Edited by Dr. Gian Marco Azzolini
Before 1980, chronic heart failure was treated only with rest and medication to reduce the stress on the diseased cardiovascular system; after much testing and research, clinicians have re-evaluated the role of regular exercise in patients with heart disease.
Now it is clear that physical activity improves many factors in heart disease patients: muscle function, increases the sub-maximal capacity to perform efforts, decreases peripheral resistance at the level of blood vessels, increases the peak of oxygen absorption, increases the peak of power expression, improves resting heartbeats and ventilatory threshold as well as decreases the feeling of fatigue.

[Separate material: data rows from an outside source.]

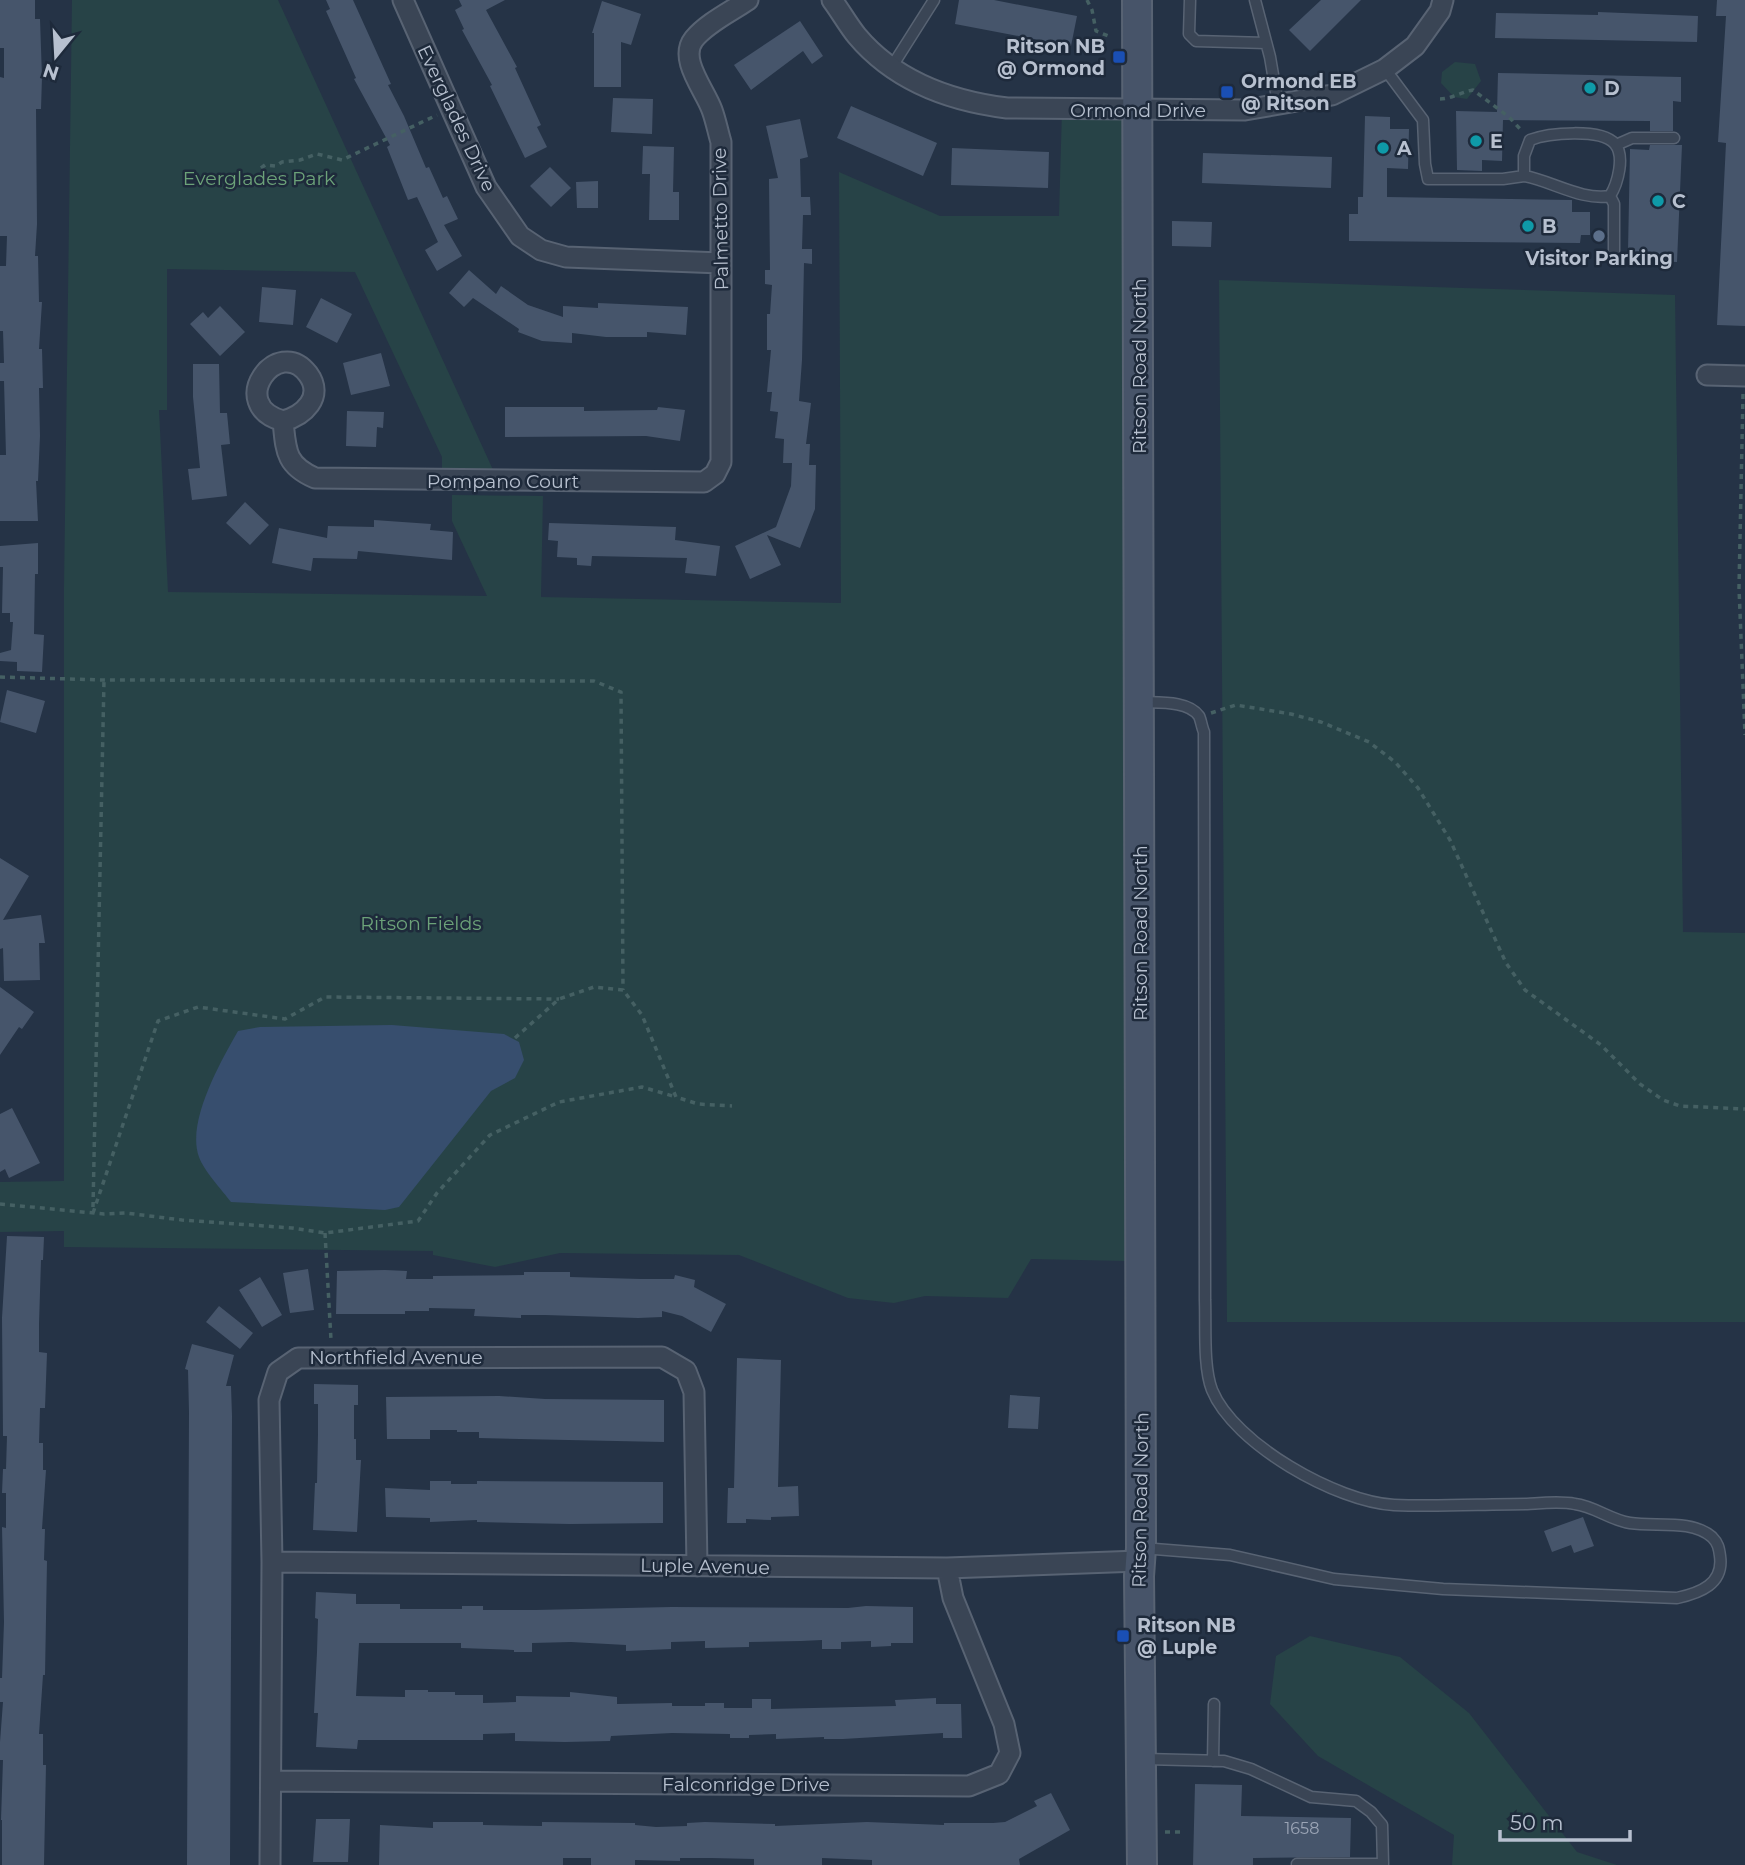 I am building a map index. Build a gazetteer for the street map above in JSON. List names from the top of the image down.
{
  "streets": {
    "main road": ["Ritson Road North"],
    "street": [
      "Ormond Drive",
      "Everglades Drive",
      "Palmetto Drive",
      "Pompano Court",
      "Northfield Avenue",
      "Luple Avenue",
      "Falconridge Drive"
    ]
  },
  "crossings": [
    ["Ormond Drive", "Ritson Road North"],
    ["Everglades Drive", "Palmetto Drive"],
    ["Palmetto Drive", "Pompano Court"],
    ["Ritson Road North", "Luple Avenue"],
    ["Northfield Avenue", "Luple Avenue"],
    ["Northfield Avenue", "Falconridge Drive"],
    ["Luple Avenue", "Falconridge Drive"]
  ],
  "parks": ["Everglades Park", "Ritson Fields"],
  "places": {
    "transit": ["Ritson NB @ Ormond", "Ormond EB @ Ritson", "Ritson NB @ Luple"],
    "other": [
      "D",
      "E",
      "A",
      "C",
      "B",
      "Visitor Parking"
    ]
  },
  "house_numbers": ["1658"],
  "scale_bar": "50 m",
  "north": "bottom"
}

Due to an irregular heartbeat, the appropriate heart rate "range" must always be considered during training: this is calculated using the Karvonen formula:
[(220-age-HR at rest) x% intensity of work] + HR at rest;
(HR = heart rate) HR should be lower than in healthy subjects (50-55%) or between 40-60% of the peak VO2max (maximum oxygen uptake).
Patients with chronic heart failure need a gradual approach to training, with a good warm-up that allows for vasodilation before an effort is required.They can gradually increase physical activity by increasing the duration of the exercises and after a long period of training they can also have an autonomous program of exercises to be carried out even at home.
The "resistance training" with low overloads and a high number of repetitions prevents excessive tension and apnea (typical of strength training) which would be harmful because it would greatly increase the demands of the heart.
Each type of gain in the ability to perform exercises is accompanied by an improvement in the symptomatic state and in the quality of life of the person with heart disease.